> _Exercise description_
Report how many lines of the following entries include the string "white"; respond with the number alone.

> _Task input_
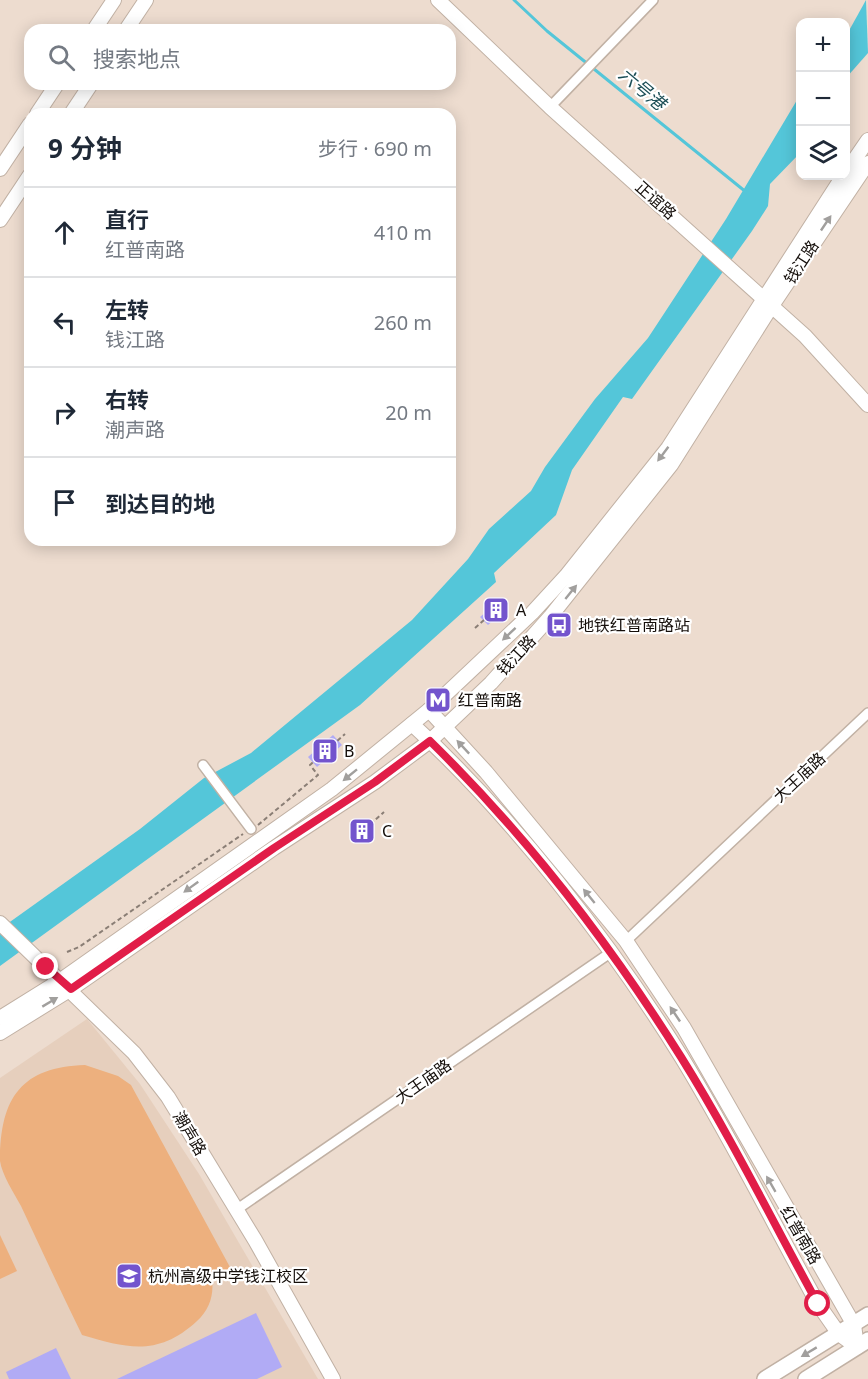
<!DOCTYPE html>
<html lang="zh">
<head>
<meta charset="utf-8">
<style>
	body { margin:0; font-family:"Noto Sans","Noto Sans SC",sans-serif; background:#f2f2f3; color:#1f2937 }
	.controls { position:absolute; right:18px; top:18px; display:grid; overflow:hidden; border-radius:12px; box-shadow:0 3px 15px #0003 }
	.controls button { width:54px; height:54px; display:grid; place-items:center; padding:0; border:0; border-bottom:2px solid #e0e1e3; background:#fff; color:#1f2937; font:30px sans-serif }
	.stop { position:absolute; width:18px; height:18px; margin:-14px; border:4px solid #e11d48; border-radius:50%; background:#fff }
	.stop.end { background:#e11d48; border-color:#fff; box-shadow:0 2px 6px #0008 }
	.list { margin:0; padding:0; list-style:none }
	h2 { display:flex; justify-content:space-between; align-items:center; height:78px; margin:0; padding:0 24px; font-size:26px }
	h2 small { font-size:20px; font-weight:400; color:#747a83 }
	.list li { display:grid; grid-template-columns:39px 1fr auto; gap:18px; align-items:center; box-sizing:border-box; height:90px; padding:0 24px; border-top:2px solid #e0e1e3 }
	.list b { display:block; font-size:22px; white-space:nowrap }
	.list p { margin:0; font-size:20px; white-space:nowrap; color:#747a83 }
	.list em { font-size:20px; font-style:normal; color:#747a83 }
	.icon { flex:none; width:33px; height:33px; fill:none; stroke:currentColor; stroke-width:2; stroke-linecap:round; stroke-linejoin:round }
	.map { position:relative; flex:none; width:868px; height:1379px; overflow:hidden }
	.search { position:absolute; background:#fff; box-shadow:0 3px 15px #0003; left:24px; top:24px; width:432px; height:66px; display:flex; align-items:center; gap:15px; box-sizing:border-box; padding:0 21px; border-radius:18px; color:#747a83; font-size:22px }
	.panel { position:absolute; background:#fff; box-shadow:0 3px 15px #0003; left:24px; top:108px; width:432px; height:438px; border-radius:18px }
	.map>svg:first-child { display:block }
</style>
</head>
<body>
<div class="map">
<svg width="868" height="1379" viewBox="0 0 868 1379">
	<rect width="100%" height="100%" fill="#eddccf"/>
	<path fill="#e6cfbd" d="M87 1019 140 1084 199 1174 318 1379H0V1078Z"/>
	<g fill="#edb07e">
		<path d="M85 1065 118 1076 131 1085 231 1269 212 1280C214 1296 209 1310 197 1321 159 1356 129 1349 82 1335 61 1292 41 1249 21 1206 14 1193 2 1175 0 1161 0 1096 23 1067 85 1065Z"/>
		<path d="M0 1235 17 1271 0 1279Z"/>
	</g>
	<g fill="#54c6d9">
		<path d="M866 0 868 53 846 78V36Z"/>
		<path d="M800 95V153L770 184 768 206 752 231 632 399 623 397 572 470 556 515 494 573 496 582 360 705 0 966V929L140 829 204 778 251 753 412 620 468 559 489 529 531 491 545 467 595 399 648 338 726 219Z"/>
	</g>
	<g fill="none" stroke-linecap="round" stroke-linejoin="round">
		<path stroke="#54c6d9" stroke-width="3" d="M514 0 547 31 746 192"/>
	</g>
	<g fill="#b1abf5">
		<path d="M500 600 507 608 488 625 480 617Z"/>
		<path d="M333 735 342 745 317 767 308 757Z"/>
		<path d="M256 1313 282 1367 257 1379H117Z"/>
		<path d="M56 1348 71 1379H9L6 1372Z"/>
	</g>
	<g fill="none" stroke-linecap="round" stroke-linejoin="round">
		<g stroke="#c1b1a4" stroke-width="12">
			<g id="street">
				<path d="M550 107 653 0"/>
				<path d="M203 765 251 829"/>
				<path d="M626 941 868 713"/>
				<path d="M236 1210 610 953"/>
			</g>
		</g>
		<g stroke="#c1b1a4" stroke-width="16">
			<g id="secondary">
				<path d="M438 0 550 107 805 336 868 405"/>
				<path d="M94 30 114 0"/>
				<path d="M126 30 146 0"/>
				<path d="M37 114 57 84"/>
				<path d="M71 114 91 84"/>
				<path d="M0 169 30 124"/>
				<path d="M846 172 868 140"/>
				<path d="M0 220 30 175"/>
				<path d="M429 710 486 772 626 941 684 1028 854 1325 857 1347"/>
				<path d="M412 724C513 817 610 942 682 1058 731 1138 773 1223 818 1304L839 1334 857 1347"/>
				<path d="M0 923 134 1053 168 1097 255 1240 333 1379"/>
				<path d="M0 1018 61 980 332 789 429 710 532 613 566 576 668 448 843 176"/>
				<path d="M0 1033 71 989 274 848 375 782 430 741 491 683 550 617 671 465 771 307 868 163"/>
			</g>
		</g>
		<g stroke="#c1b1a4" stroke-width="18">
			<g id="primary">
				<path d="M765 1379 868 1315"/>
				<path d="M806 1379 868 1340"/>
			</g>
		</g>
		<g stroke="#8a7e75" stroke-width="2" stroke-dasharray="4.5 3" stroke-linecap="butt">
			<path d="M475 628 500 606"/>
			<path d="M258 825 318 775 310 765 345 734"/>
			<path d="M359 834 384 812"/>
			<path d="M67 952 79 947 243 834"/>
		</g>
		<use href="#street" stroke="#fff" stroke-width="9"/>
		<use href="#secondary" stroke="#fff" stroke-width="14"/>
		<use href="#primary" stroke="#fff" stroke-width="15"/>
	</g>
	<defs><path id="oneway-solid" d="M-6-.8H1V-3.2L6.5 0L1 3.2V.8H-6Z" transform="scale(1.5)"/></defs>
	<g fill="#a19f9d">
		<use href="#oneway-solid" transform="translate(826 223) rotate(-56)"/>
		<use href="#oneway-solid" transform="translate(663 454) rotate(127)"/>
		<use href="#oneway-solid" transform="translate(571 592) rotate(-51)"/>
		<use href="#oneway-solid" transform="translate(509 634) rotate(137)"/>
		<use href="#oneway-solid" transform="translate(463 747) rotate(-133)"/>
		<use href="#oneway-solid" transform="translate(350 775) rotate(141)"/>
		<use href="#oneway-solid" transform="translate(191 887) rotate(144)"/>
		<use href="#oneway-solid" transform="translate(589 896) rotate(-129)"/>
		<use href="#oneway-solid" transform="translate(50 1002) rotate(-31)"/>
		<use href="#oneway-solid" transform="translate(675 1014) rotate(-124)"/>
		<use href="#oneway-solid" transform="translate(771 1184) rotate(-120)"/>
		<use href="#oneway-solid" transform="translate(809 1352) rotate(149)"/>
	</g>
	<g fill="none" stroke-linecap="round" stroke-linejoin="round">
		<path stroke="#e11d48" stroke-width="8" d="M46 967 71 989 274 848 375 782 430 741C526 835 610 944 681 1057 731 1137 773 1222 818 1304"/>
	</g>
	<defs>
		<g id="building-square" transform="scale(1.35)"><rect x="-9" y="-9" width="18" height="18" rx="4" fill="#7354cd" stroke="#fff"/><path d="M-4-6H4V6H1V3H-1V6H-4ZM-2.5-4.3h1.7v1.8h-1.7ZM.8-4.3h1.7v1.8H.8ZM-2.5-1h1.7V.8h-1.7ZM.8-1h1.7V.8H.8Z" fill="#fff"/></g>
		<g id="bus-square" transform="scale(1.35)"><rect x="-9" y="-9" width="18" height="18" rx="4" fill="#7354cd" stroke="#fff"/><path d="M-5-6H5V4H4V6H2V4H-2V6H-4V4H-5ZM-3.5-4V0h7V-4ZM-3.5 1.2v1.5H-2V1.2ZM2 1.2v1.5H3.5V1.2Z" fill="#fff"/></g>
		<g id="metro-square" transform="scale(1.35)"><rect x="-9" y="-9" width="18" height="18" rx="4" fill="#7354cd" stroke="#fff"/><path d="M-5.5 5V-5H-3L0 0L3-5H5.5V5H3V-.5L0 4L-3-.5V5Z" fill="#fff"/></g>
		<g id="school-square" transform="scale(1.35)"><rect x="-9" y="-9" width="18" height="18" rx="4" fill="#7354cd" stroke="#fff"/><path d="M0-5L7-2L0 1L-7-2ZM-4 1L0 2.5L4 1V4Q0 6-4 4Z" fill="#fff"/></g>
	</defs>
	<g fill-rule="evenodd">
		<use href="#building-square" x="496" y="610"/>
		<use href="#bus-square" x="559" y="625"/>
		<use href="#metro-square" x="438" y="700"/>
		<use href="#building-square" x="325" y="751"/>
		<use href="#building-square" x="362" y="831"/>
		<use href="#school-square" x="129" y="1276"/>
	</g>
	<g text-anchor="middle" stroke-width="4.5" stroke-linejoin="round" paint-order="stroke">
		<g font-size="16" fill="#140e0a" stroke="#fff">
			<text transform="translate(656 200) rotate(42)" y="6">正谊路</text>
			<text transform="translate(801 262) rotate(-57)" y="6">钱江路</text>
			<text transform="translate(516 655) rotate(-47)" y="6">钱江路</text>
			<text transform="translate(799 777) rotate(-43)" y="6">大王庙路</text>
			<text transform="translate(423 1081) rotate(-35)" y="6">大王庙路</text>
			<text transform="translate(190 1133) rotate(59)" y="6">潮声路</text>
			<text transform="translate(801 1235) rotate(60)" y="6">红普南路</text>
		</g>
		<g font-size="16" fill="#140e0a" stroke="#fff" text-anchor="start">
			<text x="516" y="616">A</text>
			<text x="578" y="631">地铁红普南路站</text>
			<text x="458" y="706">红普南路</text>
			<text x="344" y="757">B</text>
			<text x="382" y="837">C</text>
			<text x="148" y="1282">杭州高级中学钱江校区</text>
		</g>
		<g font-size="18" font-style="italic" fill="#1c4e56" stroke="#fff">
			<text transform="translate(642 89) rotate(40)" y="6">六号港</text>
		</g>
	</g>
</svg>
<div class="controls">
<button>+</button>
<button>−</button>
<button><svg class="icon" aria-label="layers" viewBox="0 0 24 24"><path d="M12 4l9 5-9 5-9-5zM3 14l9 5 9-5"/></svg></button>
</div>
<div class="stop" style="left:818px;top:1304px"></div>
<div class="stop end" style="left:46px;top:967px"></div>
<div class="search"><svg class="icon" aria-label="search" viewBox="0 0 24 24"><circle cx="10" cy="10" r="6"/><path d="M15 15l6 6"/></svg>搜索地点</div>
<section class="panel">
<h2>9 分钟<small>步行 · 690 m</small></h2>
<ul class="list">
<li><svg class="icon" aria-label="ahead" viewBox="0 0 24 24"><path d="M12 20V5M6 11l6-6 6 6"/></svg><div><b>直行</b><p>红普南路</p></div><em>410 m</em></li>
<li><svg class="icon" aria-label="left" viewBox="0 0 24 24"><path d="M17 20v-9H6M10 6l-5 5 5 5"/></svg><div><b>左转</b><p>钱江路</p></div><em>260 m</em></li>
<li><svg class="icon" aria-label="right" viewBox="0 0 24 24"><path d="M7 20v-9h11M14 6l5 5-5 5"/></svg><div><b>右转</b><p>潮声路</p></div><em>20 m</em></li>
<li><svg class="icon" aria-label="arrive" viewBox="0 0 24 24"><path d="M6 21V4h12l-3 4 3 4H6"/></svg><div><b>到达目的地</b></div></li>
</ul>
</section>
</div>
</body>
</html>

> _Response to this task_
2